#### DATASET RECORDS ####
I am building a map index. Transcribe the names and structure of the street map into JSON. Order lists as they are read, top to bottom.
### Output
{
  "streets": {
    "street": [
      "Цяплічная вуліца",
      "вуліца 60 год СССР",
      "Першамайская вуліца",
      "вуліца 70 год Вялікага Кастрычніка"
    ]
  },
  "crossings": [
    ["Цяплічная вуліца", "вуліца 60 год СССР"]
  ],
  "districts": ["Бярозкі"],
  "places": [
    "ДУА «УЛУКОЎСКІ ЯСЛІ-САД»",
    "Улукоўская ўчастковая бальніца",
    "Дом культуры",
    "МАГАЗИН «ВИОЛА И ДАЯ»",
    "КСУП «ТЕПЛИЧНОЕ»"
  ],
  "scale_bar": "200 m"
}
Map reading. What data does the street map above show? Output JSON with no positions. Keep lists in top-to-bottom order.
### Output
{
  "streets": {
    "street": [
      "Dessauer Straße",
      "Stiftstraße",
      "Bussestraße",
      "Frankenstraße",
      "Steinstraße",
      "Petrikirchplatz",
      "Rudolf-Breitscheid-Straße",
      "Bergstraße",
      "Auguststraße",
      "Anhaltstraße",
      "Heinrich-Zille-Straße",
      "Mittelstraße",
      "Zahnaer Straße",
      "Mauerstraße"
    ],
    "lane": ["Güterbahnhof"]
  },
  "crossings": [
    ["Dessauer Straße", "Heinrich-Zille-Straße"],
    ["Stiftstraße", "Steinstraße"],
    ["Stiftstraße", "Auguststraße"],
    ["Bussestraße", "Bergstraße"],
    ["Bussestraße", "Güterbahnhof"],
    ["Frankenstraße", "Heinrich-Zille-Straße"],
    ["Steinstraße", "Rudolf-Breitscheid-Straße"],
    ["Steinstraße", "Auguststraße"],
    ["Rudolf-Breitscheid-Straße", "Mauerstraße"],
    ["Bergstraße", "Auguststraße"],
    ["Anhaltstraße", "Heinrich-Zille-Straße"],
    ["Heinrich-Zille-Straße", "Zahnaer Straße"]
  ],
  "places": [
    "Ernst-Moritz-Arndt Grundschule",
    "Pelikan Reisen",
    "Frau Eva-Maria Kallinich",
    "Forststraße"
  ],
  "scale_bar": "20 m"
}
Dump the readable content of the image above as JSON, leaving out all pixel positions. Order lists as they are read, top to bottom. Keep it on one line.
####
▶ THE PROBLEM
Look through the entries above; copy each line where the string "Keep" appears.

▶ TASK SOLUTION
Map reading. What data does the street map above show? Output JSON with no positions. Keep lists in top-to-bottom order.
Dump the readable content of the image above as JSON, leaving out all pixel positions. Order lists as they are read, top to bottom. Keep it on one line.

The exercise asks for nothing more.